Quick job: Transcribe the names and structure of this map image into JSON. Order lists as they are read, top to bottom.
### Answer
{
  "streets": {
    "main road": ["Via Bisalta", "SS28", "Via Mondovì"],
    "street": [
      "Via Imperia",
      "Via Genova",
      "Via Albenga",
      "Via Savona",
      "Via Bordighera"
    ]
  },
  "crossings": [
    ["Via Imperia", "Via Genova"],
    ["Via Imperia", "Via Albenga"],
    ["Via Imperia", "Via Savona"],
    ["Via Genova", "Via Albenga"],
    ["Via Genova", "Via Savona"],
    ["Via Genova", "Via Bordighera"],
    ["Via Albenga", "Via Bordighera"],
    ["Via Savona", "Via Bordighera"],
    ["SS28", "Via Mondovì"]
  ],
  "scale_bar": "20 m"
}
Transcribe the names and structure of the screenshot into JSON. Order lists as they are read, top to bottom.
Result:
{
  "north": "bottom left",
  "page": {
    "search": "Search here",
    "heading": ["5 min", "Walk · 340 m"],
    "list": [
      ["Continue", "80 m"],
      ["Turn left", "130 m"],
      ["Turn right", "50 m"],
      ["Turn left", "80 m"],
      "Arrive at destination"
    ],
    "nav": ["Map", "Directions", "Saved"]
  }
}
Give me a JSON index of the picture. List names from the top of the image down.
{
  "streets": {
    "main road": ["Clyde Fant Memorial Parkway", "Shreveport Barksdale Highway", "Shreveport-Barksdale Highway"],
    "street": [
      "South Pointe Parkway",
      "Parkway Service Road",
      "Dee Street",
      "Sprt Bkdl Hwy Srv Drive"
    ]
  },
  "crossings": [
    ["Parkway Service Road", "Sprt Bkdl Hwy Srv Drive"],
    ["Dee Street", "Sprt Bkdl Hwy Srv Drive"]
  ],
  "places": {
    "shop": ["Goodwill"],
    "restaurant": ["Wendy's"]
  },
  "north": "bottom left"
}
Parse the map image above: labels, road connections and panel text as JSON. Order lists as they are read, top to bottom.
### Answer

+---+

▸ What to work on:
Return all lines of the material that have "into" in them.

▸ Answer to this exercise:
Quick job: Transcribe the names and structure of this map image into JSON. Order lists as they are read, top to bottom.
Transcribe the names and structure of the screenshot into JSON. Order lists as they are read, top to bottom.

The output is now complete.